── Records shown

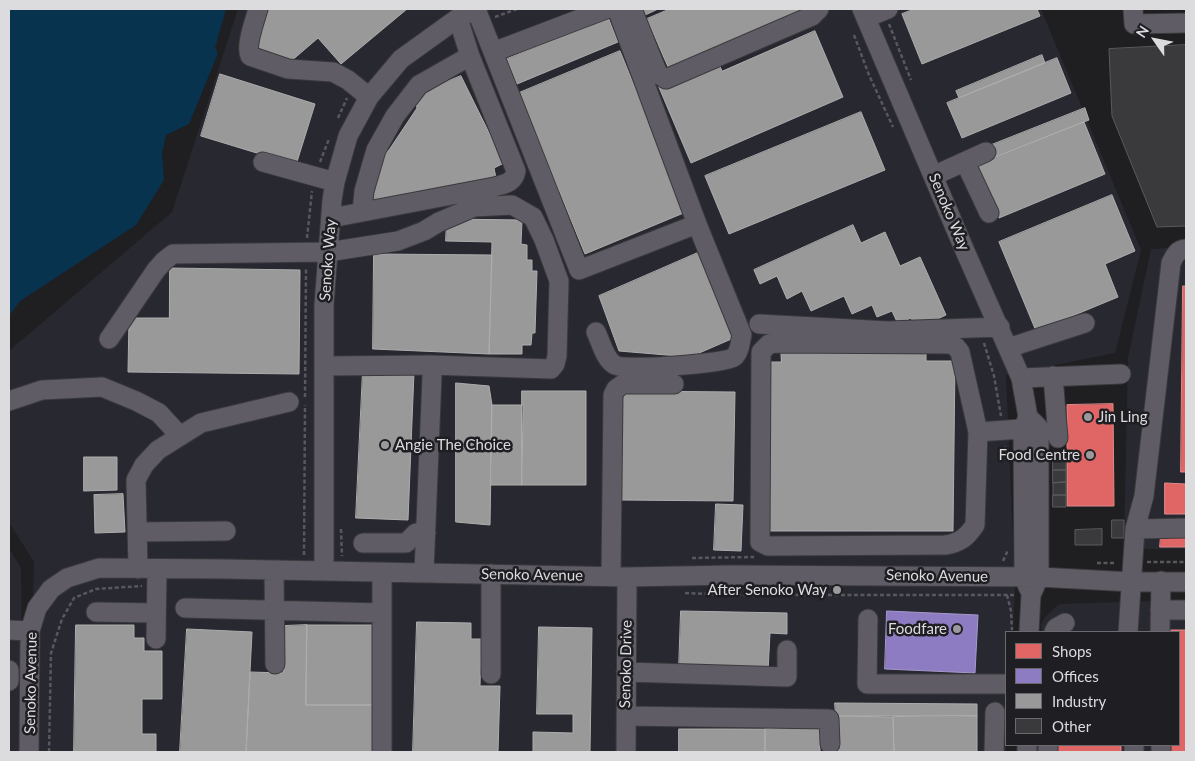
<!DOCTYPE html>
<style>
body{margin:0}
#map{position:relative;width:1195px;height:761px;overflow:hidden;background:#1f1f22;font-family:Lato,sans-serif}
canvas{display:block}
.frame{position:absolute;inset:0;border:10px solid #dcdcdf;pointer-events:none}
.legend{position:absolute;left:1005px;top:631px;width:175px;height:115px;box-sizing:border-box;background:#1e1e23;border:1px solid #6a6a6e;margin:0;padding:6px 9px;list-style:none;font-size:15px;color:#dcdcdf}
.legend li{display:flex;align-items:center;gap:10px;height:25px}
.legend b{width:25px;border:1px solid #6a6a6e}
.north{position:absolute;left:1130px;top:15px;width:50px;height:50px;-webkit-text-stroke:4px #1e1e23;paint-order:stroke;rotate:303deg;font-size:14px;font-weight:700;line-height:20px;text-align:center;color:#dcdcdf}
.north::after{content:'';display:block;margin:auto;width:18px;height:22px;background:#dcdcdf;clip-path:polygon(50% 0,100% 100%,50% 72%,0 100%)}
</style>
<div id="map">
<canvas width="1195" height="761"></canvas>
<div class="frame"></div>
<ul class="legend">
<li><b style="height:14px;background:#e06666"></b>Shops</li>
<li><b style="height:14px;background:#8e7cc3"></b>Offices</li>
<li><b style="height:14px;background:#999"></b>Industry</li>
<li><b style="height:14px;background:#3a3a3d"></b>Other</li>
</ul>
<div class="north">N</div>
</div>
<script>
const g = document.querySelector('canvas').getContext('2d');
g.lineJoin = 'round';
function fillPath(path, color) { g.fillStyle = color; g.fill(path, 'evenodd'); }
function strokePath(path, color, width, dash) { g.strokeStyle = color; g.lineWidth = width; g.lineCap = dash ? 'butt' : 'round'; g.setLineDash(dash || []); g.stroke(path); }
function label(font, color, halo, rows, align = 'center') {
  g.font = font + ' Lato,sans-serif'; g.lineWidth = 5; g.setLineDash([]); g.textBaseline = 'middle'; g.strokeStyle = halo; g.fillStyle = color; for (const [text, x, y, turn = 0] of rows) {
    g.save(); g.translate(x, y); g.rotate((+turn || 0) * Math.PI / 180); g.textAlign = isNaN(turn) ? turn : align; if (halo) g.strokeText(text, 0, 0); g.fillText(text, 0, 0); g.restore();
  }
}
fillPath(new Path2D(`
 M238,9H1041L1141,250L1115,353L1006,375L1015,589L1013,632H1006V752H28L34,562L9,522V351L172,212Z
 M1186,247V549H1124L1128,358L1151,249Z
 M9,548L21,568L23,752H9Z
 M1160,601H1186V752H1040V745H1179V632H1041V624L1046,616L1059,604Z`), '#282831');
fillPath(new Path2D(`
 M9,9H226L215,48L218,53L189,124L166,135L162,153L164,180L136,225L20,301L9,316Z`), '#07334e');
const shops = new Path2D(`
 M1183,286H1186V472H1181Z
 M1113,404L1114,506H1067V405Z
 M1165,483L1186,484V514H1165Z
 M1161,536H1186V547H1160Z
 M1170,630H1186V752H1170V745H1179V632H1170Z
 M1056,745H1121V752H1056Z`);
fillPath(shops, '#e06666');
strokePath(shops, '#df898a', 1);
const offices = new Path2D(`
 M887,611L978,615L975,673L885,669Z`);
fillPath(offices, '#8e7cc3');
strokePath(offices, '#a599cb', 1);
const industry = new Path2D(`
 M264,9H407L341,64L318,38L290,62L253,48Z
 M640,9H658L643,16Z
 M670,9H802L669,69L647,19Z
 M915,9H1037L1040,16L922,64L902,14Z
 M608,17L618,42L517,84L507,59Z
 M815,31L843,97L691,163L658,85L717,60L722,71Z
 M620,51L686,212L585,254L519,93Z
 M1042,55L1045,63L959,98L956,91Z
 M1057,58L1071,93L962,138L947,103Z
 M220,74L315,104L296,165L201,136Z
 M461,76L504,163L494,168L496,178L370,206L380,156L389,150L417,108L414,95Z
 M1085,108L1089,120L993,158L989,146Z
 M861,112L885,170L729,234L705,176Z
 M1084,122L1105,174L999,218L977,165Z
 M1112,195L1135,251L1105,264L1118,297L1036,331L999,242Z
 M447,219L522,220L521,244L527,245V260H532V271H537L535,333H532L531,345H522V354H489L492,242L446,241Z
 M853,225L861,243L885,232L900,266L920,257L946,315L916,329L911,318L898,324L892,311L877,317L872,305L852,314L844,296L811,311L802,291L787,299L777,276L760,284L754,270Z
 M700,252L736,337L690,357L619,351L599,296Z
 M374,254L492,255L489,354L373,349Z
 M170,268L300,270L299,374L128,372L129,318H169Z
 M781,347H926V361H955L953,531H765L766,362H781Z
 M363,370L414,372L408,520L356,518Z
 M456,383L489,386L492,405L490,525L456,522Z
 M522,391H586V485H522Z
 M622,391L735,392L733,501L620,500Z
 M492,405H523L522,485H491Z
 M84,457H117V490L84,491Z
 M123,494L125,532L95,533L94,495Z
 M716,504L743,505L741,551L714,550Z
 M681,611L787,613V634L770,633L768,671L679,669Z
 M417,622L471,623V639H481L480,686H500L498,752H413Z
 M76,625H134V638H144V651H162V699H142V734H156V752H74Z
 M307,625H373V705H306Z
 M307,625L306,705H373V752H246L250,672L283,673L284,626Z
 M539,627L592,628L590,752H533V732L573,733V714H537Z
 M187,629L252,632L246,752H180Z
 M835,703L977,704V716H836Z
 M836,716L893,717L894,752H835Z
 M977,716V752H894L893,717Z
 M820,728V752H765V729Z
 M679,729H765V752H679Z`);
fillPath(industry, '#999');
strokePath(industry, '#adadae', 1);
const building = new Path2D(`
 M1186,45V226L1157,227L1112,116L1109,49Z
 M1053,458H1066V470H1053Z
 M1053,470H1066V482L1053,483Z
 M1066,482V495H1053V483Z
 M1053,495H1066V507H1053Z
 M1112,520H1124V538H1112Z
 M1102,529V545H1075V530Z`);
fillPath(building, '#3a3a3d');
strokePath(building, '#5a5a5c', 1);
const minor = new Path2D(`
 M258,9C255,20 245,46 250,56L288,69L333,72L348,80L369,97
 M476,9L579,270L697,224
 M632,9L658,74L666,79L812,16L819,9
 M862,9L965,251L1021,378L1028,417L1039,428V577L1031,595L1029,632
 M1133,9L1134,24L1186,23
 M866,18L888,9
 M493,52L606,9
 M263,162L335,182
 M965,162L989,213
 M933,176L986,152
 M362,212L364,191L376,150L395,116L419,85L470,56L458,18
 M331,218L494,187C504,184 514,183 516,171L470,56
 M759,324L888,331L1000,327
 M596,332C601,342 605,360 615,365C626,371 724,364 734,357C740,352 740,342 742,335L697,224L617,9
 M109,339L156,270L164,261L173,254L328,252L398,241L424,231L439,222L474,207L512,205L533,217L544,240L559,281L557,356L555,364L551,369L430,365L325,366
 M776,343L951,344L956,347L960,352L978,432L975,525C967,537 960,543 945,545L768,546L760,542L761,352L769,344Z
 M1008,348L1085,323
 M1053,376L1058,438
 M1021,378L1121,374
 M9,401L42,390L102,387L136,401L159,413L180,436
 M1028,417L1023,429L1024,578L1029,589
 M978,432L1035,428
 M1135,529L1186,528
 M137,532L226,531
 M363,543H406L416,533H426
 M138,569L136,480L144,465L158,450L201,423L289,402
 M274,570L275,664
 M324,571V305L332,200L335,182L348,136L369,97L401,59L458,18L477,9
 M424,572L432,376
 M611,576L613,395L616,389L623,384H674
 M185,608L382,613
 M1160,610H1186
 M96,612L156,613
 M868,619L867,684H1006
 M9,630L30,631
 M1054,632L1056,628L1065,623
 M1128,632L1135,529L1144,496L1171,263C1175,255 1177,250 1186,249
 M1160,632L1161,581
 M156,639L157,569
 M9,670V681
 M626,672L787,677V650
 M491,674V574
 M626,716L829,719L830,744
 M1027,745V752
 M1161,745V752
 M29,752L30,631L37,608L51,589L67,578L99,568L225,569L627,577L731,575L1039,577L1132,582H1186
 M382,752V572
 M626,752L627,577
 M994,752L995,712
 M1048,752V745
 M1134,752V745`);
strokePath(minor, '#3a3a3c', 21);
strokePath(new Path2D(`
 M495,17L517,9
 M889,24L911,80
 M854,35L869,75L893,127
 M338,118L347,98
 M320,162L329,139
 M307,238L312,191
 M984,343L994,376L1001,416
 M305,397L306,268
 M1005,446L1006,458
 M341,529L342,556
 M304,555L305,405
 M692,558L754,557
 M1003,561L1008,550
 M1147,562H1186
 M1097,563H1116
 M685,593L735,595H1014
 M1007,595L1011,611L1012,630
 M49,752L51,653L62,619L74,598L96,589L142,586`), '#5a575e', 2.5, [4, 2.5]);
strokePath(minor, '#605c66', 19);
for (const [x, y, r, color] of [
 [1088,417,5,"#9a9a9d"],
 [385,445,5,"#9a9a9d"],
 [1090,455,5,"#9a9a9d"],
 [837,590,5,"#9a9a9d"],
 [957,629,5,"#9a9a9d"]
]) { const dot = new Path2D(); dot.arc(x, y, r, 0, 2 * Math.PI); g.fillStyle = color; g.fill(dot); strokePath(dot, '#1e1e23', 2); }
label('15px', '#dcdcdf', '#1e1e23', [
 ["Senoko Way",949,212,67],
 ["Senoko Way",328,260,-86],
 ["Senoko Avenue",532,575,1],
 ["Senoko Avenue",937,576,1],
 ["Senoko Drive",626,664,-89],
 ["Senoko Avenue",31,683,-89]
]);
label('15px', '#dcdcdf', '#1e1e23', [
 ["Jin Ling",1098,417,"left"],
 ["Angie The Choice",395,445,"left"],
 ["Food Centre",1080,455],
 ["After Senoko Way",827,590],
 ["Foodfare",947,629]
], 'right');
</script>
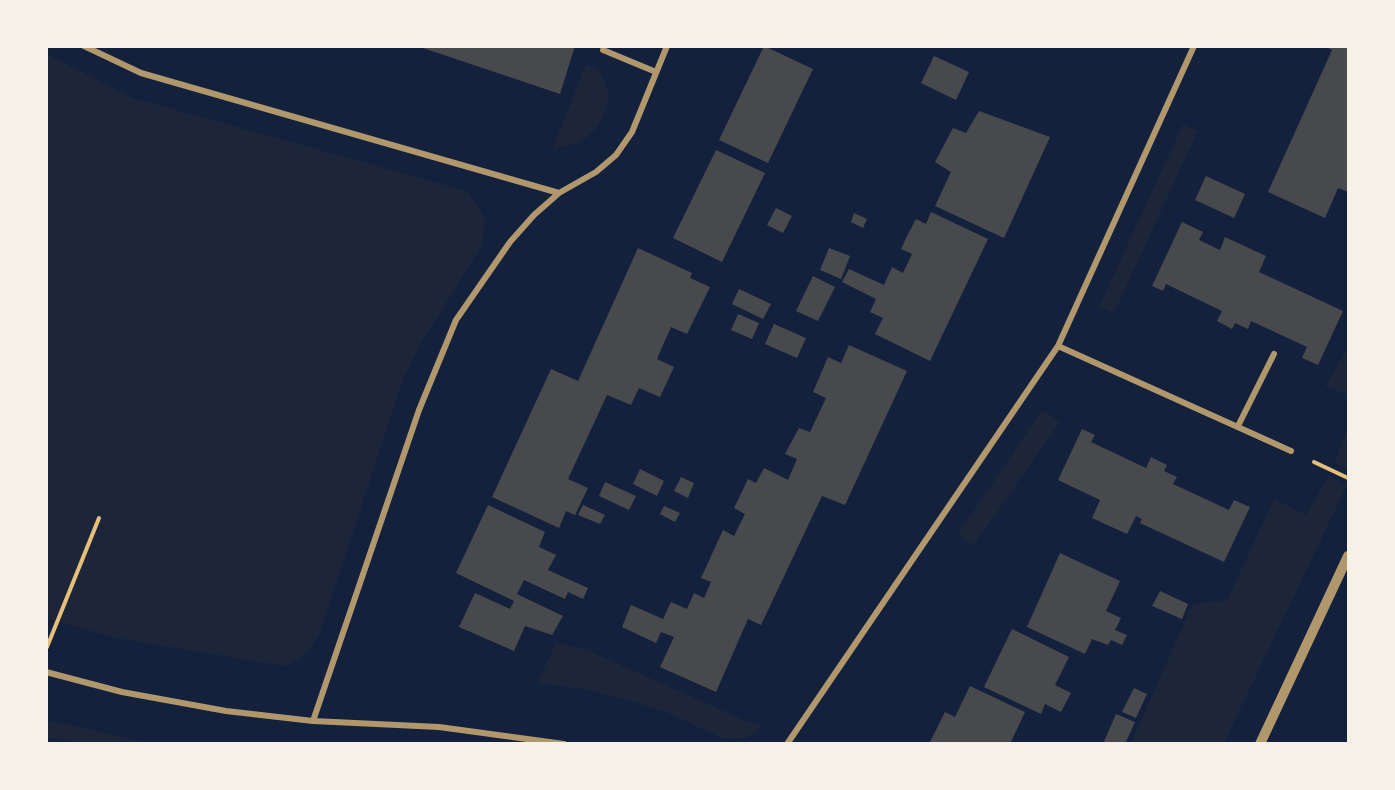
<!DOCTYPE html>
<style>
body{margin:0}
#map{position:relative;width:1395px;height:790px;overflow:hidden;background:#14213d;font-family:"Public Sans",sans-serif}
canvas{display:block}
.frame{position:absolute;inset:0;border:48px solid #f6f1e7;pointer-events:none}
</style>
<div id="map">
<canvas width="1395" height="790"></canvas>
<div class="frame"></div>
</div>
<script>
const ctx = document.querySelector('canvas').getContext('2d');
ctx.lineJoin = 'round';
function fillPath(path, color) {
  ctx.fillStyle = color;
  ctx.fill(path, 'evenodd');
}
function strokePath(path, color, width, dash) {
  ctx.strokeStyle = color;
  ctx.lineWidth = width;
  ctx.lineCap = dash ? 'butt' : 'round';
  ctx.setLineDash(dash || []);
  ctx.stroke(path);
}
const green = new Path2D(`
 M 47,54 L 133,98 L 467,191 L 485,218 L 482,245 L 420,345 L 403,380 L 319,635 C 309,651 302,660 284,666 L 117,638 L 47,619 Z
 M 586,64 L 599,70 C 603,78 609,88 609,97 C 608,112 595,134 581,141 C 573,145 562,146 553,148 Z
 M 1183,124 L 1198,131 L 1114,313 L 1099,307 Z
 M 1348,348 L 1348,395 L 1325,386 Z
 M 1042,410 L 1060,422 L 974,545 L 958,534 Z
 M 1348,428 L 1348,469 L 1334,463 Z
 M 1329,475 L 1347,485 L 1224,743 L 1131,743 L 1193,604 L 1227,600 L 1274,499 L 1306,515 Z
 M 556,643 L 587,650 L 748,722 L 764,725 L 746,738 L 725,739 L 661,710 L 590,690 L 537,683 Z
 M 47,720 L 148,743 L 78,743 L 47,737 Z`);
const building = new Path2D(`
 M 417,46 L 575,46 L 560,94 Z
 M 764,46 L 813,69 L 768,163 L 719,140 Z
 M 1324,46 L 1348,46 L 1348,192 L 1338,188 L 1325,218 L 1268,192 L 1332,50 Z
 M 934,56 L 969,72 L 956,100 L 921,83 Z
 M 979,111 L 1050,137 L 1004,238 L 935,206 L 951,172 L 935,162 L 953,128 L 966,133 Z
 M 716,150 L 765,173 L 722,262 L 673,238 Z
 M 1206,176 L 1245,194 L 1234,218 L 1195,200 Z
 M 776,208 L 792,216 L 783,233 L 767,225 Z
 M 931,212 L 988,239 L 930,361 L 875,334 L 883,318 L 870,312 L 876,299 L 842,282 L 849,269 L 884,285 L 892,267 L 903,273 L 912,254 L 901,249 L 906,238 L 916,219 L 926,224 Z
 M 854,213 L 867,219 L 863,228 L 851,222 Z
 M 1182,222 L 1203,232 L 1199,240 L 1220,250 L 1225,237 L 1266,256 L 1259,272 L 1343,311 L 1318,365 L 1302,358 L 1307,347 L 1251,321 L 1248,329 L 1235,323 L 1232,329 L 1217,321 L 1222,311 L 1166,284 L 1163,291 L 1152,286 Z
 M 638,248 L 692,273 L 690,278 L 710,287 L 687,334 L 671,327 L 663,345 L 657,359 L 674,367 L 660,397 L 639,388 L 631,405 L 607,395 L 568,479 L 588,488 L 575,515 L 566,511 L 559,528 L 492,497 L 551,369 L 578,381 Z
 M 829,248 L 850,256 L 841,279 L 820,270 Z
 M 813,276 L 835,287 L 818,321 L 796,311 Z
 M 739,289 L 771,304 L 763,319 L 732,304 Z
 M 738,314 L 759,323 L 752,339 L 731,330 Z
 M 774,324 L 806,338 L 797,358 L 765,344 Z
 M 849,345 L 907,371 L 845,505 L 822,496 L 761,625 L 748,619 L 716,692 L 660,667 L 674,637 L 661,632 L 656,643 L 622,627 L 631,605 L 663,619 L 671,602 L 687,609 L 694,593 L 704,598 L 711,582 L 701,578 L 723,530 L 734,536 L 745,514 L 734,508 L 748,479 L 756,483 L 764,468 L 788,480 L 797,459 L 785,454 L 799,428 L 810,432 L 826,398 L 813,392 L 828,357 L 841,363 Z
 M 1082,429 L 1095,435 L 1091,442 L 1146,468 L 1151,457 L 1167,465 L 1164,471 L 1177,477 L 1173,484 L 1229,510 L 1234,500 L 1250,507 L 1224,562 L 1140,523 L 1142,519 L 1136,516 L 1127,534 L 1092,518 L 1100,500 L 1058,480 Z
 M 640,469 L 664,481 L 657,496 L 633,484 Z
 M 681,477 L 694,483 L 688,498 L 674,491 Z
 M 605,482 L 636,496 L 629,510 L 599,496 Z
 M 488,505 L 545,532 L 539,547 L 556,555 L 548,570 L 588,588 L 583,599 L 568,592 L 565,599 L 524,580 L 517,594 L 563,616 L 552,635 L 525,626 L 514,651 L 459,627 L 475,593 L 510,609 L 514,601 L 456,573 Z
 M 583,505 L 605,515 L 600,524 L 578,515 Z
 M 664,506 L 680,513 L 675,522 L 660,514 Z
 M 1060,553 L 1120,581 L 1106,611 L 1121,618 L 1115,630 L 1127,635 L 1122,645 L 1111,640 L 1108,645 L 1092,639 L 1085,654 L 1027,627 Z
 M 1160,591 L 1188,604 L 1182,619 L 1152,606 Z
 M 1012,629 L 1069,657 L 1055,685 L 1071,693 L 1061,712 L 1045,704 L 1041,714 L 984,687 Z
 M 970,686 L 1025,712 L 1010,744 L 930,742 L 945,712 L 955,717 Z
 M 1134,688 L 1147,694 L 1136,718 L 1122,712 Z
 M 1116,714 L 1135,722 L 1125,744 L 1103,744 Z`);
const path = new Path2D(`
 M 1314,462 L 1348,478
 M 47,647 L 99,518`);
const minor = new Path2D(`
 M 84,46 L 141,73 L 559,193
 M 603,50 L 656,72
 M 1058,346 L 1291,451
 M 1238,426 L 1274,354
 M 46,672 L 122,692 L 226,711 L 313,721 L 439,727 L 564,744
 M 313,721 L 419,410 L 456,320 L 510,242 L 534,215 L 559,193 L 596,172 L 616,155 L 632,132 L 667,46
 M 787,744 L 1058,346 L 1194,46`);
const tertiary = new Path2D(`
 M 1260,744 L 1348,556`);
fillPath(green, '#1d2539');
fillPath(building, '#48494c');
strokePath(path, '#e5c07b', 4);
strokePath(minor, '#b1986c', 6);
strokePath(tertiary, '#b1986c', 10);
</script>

────

Problem to work on:
Return each line of the preceding material in which "querySelector" can be found.

Result:
const g = document.querySelector('canvas').getContext('2d');
const ctx = document.querySelector('canvas').getContext('2d');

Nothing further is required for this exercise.